#### [TASK TO COMPLETE]
Could you write out the opening lines of the data, word for word, stopping after the line that contains "0 #614a2f) drop-shadow(-2px"?
*** RECORDS FOR PROCESSING Section Begins ***
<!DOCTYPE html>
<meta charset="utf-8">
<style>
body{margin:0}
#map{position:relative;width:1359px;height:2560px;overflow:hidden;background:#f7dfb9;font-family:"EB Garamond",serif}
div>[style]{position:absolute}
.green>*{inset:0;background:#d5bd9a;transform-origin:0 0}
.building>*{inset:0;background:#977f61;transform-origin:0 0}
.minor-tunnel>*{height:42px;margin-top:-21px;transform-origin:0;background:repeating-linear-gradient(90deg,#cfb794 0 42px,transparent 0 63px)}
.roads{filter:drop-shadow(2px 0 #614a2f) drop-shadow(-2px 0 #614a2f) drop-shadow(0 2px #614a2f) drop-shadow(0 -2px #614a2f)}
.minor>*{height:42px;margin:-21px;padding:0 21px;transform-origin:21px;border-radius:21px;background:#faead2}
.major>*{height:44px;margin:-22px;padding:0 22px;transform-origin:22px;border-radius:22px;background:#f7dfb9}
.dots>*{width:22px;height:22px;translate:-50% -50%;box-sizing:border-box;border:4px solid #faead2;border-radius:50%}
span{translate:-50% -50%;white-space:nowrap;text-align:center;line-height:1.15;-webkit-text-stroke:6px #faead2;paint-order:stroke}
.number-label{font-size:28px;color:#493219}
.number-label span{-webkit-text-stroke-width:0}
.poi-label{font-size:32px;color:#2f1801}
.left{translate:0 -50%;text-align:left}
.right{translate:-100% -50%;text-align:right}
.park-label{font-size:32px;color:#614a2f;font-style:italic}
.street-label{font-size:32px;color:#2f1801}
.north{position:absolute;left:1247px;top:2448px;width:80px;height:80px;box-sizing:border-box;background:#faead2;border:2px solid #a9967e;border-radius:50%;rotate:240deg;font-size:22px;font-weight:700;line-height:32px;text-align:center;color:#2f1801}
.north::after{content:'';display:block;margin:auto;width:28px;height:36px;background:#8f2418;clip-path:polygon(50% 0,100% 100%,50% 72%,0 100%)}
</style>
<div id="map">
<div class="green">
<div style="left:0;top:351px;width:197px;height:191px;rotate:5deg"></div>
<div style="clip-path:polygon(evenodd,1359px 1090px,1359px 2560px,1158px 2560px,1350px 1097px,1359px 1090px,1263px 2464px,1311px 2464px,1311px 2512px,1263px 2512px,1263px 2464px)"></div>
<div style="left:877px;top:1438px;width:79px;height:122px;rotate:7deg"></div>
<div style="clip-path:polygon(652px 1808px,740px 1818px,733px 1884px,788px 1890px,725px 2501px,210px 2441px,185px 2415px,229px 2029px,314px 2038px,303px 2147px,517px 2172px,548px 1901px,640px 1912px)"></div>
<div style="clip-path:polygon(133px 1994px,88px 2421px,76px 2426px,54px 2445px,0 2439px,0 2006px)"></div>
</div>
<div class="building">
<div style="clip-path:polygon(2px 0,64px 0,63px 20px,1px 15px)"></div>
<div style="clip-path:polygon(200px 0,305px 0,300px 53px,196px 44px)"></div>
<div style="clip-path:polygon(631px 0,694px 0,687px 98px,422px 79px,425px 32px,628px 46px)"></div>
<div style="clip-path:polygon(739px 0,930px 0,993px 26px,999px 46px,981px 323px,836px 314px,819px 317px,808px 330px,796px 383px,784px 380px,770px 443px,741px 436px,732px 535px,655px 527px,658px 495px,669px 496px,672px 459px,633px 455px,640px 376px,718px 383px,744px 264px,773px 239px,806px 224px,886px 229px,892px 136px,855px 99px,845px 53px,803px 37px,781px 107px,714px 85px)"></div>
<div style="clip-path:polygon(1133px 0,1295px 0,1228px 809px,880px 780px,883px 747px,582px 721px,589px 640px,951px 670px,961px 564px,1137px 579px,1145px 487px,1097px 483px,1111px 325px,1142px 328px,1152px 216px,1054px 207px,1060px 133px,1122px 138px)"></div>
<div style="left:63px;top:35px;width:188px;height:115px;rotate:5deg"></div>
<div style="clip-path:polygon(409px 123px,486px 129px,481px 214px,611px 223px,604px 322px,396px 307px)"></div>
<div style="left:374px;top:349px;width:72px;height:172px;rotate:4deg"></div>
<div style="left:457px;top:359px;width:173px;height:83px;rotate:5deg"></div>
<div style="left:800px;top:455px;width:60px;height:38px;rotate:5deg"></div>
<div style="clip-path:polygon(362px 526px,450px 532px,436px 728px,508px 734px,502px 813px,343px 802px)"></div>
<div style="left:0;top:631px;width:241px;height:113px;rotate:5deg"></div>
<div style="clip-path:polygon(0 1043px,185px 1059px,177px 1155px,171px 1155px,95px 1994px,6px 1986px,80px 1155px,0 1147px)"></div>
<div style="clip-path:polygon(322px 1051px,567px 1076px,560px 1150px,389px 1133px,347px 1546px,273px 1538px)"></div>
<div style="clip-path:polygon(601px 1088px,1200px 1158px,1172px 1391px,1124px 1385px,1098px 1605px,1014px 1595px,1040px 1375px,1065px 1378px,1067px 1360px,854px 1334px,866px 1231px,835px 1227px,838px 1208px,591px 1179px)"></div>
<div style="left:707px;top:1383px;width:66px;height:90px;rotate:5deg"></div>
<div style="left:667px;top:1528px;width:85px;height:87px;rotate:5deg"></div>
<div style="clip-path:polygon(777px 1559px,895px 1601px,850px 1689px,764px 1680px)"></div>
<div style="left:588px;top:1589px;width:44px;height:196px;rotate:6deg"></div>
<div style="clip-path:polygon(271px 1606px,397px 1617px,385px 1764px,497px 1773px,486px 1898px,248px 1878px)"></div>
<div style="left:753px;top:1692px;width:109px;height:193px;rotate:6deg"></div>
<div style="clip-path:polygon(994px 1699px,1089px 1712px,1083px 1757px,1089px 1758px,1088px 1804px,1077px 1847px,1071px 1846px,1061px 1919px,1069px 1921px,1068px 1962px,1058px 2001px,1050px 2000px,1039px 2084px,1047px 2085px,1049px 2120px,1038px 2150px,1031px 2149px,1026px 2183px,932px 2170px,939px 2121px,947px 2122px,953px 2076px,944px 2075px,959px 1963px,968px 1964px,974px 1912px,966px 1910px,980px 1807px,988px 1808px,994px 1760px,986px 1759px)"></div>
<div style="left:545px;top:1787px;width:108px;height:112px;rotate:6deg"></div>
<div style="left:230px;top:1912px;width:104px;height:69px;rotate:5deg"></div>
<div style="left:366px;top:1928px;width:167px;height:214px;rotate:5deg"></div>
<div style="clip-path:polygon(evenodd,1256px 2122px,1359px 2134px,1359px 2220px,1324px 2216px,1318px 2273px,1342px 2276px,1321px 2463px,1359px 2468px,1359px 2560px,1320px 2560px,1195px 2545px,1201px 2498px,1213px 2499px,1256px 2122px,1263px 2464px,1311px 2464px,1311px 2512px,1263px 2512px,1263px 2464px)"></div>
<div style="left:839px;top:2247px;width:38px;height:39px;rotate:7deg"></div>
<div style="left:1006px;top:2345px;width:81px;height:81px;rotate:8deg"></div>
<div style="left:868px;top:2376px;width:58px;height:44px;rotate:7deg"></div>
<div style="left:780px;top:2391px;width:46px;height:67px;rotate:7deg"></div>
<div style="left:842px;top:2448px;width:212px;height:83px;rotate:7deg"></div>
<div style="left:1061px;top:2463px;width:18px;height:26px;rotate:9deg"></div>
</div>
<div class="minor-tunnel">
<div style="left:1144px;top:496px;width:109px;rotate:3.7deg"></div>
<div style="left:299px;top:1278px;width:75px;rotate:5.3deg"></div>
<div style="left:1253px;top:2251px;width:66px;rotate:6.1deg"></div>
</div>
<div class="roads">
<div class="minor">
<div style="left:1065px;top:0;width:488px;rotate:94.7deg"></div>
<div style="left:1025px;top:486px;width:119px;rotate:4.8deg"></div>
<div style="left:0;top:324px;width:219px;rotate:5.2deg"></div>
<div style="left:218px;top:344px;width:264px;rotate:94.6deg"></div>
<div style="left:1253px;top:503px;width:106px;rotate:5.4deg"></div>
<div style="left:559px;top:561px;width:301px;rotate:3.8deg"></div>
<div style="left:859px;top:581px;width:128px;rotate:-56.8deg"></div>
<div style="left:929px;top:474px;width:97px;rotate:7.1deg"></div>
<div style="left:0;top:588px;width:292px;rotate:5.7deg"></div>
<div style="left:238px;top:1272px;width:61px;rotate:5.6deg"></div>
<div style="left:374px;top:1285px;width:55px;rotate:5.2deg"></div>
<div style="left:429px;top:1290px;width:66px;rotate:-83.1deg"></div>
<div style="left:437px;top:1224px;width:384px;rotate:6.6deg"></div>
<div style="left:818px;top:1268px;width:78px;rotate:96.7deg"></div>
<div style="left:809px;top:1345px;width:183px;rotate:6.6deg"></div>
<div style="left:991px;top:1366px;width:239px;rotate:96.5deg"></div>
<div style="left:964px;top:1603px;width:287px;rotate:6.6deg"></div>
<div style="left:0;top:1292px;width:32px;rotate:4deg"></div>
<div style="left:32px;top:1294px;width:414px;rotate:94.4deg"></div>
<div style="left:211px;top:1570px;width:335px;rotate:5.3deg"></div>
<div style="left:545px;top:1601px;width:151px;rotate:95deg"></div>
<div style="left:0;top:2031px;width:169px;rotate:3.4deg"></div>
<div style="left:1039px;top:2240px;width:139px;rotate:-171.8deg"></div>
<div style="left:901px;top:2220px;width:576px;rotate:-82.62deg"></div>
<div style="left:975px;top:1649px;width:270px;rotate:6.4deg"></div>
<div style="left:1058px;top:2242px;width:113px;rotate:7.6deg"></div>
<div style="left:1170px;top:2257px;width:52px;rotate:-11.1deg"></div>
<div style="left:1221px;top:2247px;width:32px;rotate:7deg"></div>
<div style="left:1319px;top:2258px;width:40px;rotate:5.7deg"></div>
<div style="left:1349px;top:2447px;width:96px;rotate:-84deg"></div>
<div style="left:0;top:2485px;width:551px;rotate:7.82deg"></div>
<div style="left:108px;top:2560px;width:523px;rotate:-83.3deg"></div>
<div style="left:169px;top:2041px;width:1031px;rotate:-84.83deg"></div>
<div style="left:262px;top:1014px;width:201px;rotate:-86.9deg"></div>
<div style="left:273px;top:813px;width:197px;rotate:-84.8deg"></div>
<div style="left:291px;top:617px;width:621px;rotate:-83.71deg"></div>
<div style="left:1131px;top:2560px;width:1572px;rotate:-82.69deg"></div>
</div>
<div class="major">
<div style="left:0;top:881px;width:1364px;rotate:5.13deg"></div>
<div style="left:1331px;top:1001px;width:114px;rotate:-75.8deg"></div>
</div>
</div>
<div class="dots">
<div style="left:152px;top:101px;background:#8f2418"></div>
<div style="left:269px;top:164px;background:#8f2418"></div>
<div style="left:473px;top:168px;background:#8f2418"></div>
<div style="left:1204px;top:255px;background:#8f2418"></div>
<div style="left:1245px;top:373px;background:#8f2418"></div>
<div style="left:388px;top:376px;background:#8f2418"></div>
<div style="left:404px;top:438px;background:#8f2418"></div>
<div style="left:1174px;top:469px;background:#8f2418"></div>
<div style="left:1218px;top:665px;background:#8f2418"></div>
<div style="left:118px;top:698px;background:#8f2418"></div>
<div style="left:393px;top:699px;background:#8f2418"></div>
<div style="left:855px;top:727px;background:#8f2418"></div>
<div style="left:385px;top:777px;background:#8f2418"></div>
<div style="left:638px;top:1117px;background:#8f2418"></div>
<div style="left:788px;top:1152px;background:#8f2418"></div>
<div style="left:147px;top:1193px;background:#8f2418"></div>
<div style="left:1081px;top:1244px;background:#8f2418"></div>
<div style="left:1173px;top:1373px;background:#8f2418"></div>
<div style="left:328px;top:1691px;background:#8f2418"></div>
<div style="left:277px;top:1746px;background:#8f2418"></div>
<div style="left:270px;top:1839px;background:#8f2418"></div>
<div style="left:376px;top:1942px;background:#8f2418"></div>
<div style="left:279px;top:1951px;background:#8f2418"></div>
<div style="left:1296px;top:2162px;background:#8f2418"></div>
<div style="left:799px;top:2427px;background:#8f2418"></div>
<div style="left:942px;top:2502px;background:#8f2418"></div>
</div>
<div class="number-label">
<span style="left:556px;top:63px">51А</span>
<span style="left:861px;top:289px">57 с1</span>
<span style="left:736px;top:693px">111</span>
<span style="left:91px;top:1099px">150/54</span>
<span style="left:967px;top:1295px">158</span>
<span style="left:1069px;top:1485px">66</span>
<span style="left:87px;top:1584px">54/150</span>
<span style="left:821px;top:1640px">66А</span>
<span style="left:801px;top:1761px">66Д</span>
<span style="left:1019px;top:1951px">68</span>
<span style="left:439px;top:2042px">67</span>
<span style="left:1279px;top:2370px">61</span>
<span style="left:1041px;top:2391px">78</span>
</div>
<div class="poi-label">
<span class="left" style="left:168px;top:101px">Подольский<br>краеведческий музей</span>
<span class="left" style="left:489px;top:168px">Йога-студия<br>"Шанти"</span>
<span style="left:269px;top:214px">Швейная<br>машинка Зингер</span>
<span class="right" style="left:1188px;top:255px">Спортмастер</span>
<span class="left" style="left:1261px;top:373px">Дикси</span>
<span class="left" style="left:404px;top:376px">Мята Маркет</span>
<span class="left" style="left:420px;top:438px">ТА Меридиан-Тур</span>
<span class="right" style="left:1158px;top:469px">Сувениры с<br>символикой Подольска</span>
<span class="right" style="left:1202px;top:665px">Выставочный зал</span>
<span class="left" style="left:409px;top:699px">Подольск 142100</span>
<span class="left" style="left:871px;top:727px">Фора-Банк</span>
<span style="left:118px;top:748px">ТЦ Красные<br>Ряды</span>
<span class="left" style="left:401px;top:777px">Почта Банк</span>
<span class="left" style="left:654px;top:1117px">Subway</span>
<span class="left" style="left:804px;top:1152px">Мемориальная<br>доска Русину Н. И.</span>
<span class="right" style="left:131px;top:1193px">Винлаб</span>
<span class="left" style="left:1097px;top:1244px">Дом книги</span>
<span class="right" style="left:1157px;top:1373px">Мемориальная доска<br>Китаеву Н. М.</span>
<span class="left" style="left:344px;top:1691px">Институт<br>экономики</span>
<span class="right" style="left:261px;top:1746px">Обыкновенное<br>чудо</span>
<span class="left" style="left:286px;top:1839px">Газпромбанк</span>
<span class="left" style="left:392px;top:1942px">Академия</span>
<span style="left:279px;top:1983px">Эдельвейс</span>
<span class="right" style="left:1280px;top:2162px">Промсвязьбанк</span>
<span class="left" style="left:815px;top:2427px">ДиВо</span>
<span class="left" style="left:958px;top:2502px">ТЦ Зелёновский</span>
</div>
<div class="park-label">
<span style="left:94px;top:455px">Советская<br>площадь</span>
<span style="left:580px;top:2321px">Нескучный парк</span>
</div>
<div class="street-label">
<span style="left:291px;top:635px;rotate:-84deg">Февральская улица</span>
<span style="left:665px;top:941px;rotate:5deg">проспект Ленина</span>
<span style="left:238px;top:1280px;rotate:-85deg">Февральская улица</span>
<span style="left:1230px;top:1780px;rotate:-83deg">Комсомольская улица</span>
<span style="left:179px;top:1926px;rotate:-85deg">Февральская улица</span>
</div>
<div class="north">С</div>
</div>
*** RECORDS FOR PROCESSING Section Ends ***
#### [SOLUTION TO THIS TASK]
<!DOCTYPE html>
<meta charset="utf-8">
<style>
body{margin:0}
#map{position:relative;width:1359px;height:2560px;overflow:hidden;background:#f7dfb9;font-family:"EB Garamond",serif}
div>[style]{position:absolute}
.green>*{inset:0;background:#d5bd9a;transform-origin:0 0}
.building>*{inset:0;background:#977f61;transform-origin:0 0}
.minor-tunnel>*{height:42px;margin-top:-21px;transform-origin:0;background:repeating-linear-gradient(90deg,#cfb794 0 42px,transparent 0 63px)}
.roads{filter:drop-shadow(2px 0 #614a2f) drop-shadow(-2px 0 #614a2f) drop-shadow(0 2px #614a2f) drop-shadow(0 -2px #614a2f)}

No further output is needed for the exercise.